UK inflation eased to 2.3% in November, marking the lowest level since March 2017.
According to the latest figures from the Office for National Statistics (ONS), the fall was largely due to a drop in petrol prices.
Computer games and concerts also helped to pull down inflation for the month. Nevertheless the fall was partially offset by rising alcohol and tobacco prices.
Meanwhile, average earnings are currently rising 3.3%, meaning wages in the UK are outpacing inflation levels.
ONS head of inflation Mike Hardie said: “Inflation was little changed as falling petrol prices, thanks to a substantial drop in the cost of crude oil, were offset by rises in tobacco prices following the duty changes announced in the Budget.”
Ultimately, oil prices have dipped in recent months amid concerns of an oversupply due to U.S production dragging down petrol prices, despite efforts to cut output by OPEC.

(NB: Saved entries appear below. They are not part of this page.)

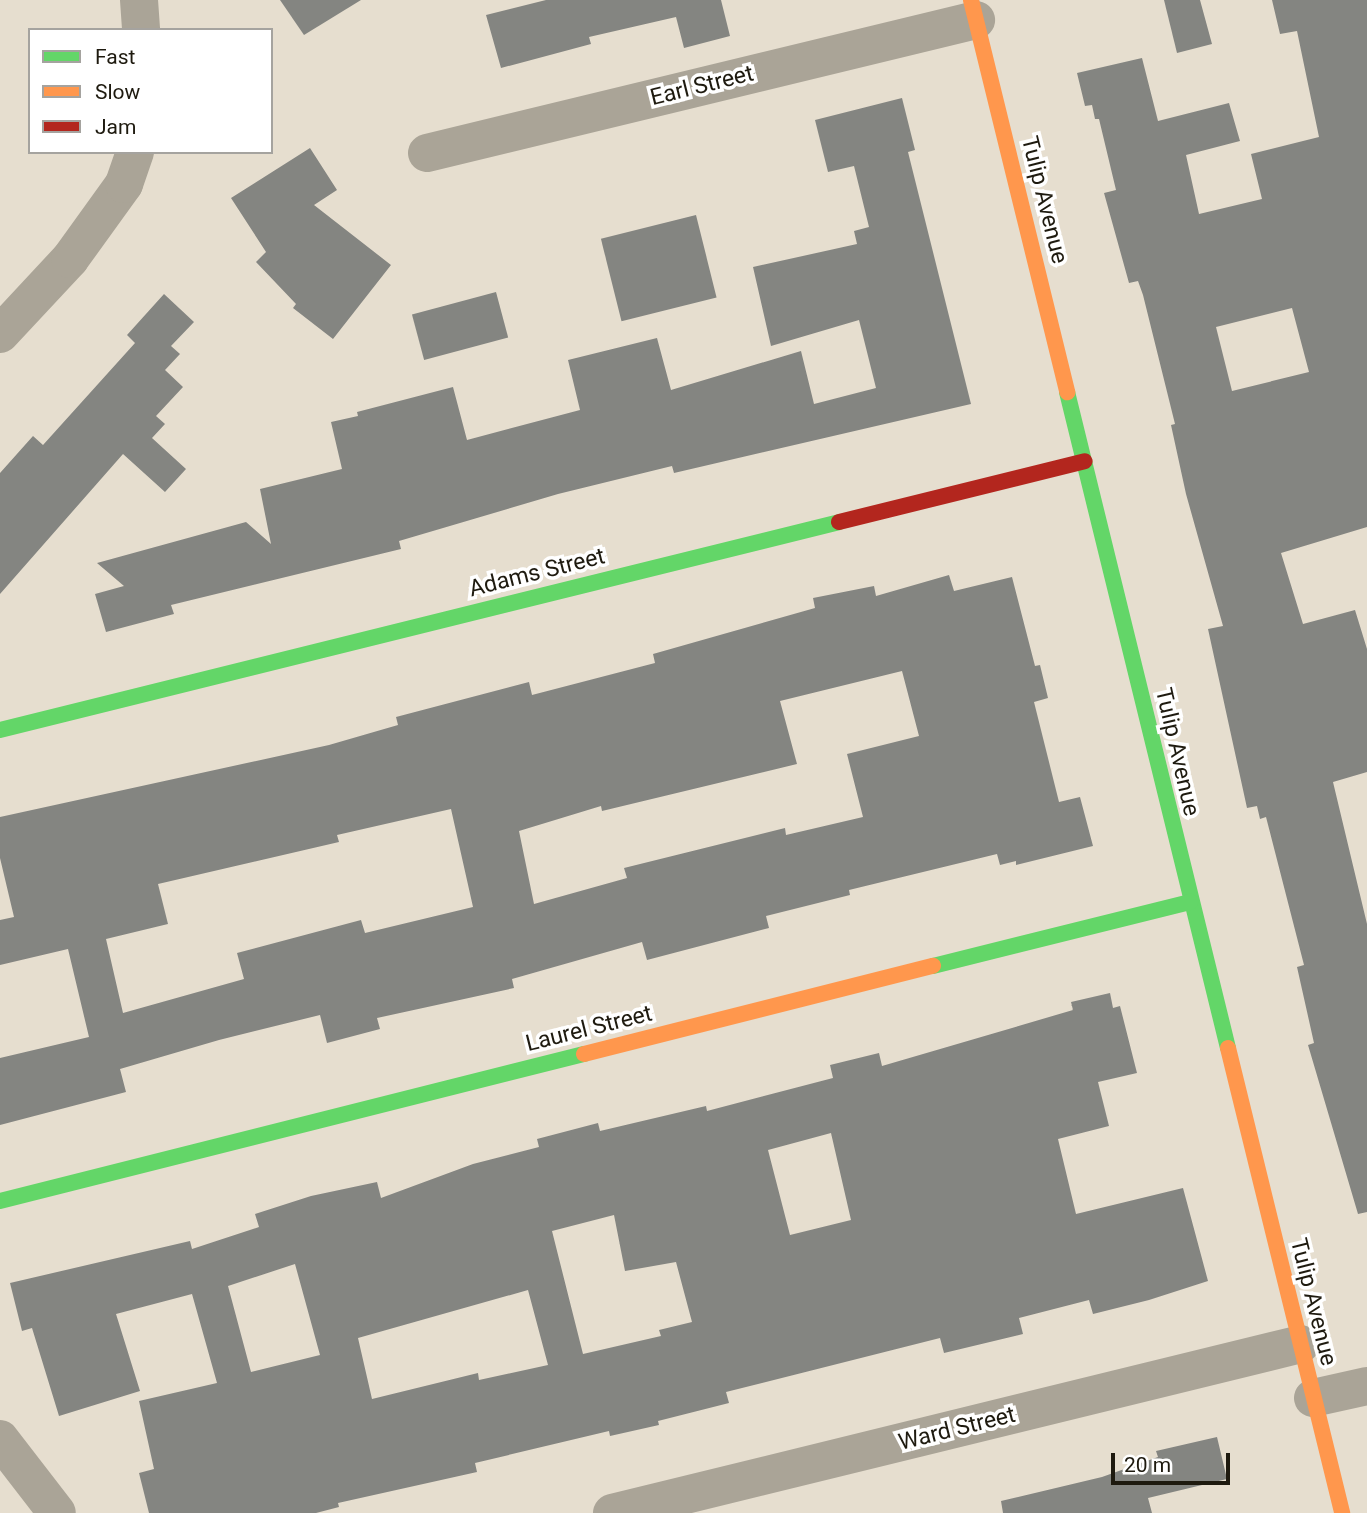 <!DOCTYPE html>
<html>
<head>
<meta charset="utf-8">
<style>
  body { margin:0 }
  #map { position:relative; width:1367px; height:1513px; overflow:hidden; background:#e6decf; font-family:Roboto,sans-serif }
  div>[style] { position:absolute }
  .building>* { inset:0; background:#848581; transform-origin:0 0 }
  .street>* { height:38px; margin:-19px; padding:0 19px; transform-origin:19px; border-radius:19px; background:#aaa497 }
  .fast>* { height:16px; margin:-8px; padding:0 8px; transform-origin:8px; border-radius:8px; background:#63d668 }
  .slow>* { height:16px; margin:-8px; padding:0 8px; transform-origin:8px; border-radius:8px; background:#ff974d }
  .jam>* { height:16px; margin:-8px; padding:0 8px; transform-origin:8px; border-radius:8px; background:#b3261e }
  span { translate:-50% -50%; white-space:nowrap; text-align:center; line-height:1.15; -webkit-text-stroke:7px #fff; paint-order:stroke }
  .street-label { font-size:23px; color:#1e1a0f }
  .legend { position:absolute; left:28px; top:28px; width:245px; height:126px; box-sizing:border-box; background:#fff; border:2px solid #a5a39f; margin:0; padding:9px 12px; list-style:none; font-size:21px; color:#1e1a0f }
  .legend li { display:flex; align-items:center; gap:14px; height:35px }
  .legend b { width:35px; border:2px solid #a5a39f }
  .scale { position:absolute; left:1111px; top:1453px; width:119px; height:32px; box-sizing:border-box; border:4px solid #1e1a0f; border-top:0; padding-left:9px; font-size:21px; line-height:24px; white-space:nowrap; color:#1e1a0f; -webkit-text-stroke:5px #fff; paint-order:stroke }
</style>
</head>
<body>
<div id="map">
  <div class="building">
    <div style="clip-path:polygon(280px 0,361px 0,304px 35px)"></div>
    <div style="clip-path:polygon(546px 0,721px 0,730px 36px,684px 48px,676px 17px,589px 37px,591px 44px,501px 68px,486px 15px)"></div>
    <div style="clip-path:polygon(1164px 0,1200px 0,1212px 44px,1177px 53px)"></div>
    <div style="clip-path:polygon(evenodd,1272px 0,1367px 0,1367px 527px,1281px 553px,1303px 624px,1355px 610px,1367px 649px,1367px 772px,1333px 782px,1367px 924px,1367px 1212px,1358px 1214px,1308px 1045px,1314px 1043px,1297px 967px,1304px 965px,1266px 817px,1260px 819px,1257px 806px,1247px 808px,1208px 629px,1223px 626px,1186px 494px,1171px 425px,1175px 424px,1143px 295px,1138px 281px,1129px 283px,1104px 193px,1116px 190px,1099px 119px,1095px 119px,1092px 105px,1085px 106px,1077px 73px,1142px 58px,1158px 121px,1229px 103px,1240px 141px,1186px 155px,1199px 214px,1262px 199px,1251px 154px,1319px 137px,1297px 31px,1280px 34px,1272px 0,1292px 308px,1309px 372px,1232px 391px,1216px 327px,1292px 308px)"></div>
    <div style="clip-path:polygon(902px 98px,915px 150px,908px 152px,971px 404px,674px 473px,672px 466px,558px 494px,399px 541px,401px 549px,171px 605px,174px 614px,106px 632px,95px 594px,124px 586px,97px 563px,246px 522px,271px 544px,260px 489px,342px 469px,331px 422px,358px 416px,357px 412px,453px 387px,467px 440px,580px 410px,568px 360px,657px 338px,671px 390px,801px 351px,814px 404px,876px 388px,859px 320px,771px 346px,753px 267px,857px 244px,854px 231px,869px 227px,854px 166px,828px 172px,815px 120px)"></div>
    <div style="clip-path:polygon(310px 148px,337px 190px,314px 205px,391px 265px,333px 339px,293px 308px,296px 304px,256px 262px,266px 252px,231px 198px)"></div>
    <div style="left:696px;top:215px;width:85px;height:98px;rotate:76deg"></div>
    <div style="left:496px;top:292px;width:47px;height:87px;rotate:75deg"></div>
    <div style="clip-path:polygon(164px 294px,194px 322px,171px 346px,180px 354px,165px 370px,183px 387px,156px 416px,165px 424px,152px 438px,186px 469px,165px 492px,123px 454px,0 594px,0 473px,33px 436px,43px 445px,135px 343px,127px 335px)"></div>
    <div style="clip-path:polygon(evenodd,949px 575px,954px 591px,1012px 577px,1035px 666px,1040px 665px,1048px 698px,1034px 702px,1059px 802px,1080px 797px,1093px 846px,1016px 865px,1016px 861px,1000px 865px,997px 854px,849px 890px,850px 895px,766px 916px,769px 928px,647px 960px,642px 942px,512px 979px,514px 988px,377px 1018px,380px 1029px,327px 1043px,320px 1015px,219px 1040px,120px 1069px,126px 1092px,0 1125px,0 1058px,89px 1037px,68px 949px,0 965px,0 920px,14px 917px,0 858px,0 817px,329px 745px,398px 725px,396px 717px,529px 682px,532px 695px,655px 663px,653px 654px,815px 608px,813px 598px,874px 586px,876px 596px,949px 575px,902px 671px,919px 736px,847px 754px,863px 817px,786px 835px,785px 828px,624px 868px,627px 878px,534px 904px,519px 831px,601px 806px,602px 811px,797px 764px,780px 701px,902px 671px,949px 575px,451px 809px,473px 907px,365px 933px,361px 920px,237px 953px,244px 979px,123px 1013px,106px 939px,168px 924px,158px 884px,339px 842px,337px 835px,451px 809px)"></div>
    <div style="clip-path:polygon(evenodd,1110px 993px,1113px 1008px,1120px 1006px,1137px 1073px,1098px 1082px,1109px 1126px,1058px 1139px,1076px 1214px,1183px 1188px,1208px 1281px,1149px 1300px,1093px 1314px,1089px 1300px,1019px 1318px,1023px 1334px,944px 1353px,940px 1338px,726px 1392px,729px 1403px,658px 1421px,659px 1425px,610px 1436px,609px 1431px,475px 1463px,477px 1472px,338px 1503px,339px 1507px,316px 1513px,149px 1513px,139px 1473px,154px 1469px,139px 1401px,217px 1383px,192px 1294px,116px 1314px,140px 1391px,59px 1416px,32px 1328px,22px 1331px,10px 1283px,190px 1241px,192px 1249px,259px 1227px,255px 1214px,311px 1196px,377px 1182px,381px 1198px,473px 1164px,539px 1147px,537px 1139px,598px 1123px,600px 1131px,706px 1106px,707px 1111px,833px 1078px,830px 1065px,879px 1053px,882px 1066px,1073px 1010px,1071px 1002px,1110px 993px,831px 1133px,851px 1220px,790px 1235px,768px 1150px,831px 1133px,1110px 993px,614px 1215px,625px 1271px,676px 1262px,692px 1322px,659px 1330px,661px 1336px,583px 1354px,552px 1231px,614px 1215px,1110px 993px,295px 1264px,320px 1355px,251px 1372px,228px 1286px,295px 1264px,1110px 993px,528px 1290px,548px 1365px,479px 1380px,478px 1373px,372px 1399px,358px 1338px,528px 1290px)"></div>
    <div style="clip-path:polygon(1217px 1437px,1227px 1479px,1148px 1498px,1152px 1513px,1003px 1513px,1001px 1501px,1102px 1477px,1158px 1457px,1156px 1451px)"></div>
  </div>
  <div class="street">
    <div style="left:139px;top:0;width:30px;rotate:86deg"></div>
    <div style="left:427px;top:153px;width:565px;rotate:-13.62deg"></div>
    <div style="left:0;top:334px;width:103px;rotate:-47deg"></div>
    <div style="left:70px;top:259px;width:92px;rotate:-54.2deg"></div>
    <div style="left:124px;top:184px;width:34px;rotate:-71deg"></div>
    <div style="left:1313px;top:1398px;width:55px;rotate:-12.5deg"></div>
    <div style="left:0;top:1439px;width:93px;rotate:52.4deg"></div>
    <div style="left:612px;top:1513px;width:709px;rotate:-13.78deg"></div>
  </div>
  <div class="fast">
    <div style="left:1067px;top:392px;width:675px;rotate:76.21deg"></div>
    <div style="left:0;top:730px;width:864px;rotate:-13.92deg"></div>
    <div style="left:933px;top:966px;width:265px;rotate:-14deg"></div>
    <div style="left:0;top:1201px;width:602px;rotate:-14.13deg"></div>
  </div>
  <div class="slow">
    <div style="left:971px;top:0;width:404px;rotate:76.2deg"></div>
    <div style="left:1228px;top:1048px;width:479px;rotate:76.2deg"></div>
    <div style="left:584px;top:1054px;width:360px;rotate:-14.2deg"></div>
  </div>
  <div class="jam">
    <div style="left:839px;top:522px;width:253px;rotate:-13.9deg"></div>
  </div>
  <div class="street-label">
    <span style="left:702px;top:86px;rotate:-14deg">Earl Street</span>
    <span style="left:1044px;top:200px;rotate:76deg">Tulip Avenue</span>
    <span style="left:537px;top:573px;rotate:-14deg">Adams Street</span>
    <span style="left:1177px;top:752px;rotate:77deg">Tulip Avenue</span>
    <span style="left:589px;top:1029px;rotate:-14deg">Laurel Street</span>
    <span style="left:1313px;top:1302px;rotate:76deg">Tulip Avenue</span>
    <span style="left:957px;top:1429px;rotate:-14deg">Ward Street</span>
  </div>
  <ul class="legend">
  <li><b style="height:9px;background:#63d668"></b>Fast</li>
  <li><b style="height:9px;background:#ff974d"></b>Slow</li>
  <li><b style="height:9px;background:#b3261e"></b>Jam</li>
  </ul>
  <div class="scale">20 m</div>
</div>
</body>
</html>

The figures prove in line with market expectations, slipping from the 2.4% recorded in October.
Last month, the Bank of England opted to hold interest rates at at 0.75% as a result of prolonged uncertainty regarding Brexit negotiations.
The Bank of England’s Monetary Policy Committee is next set to convene on Thursday.
The pound sterling is down marginally against the dollar and euro, -0.32% and -0.09%, respectively.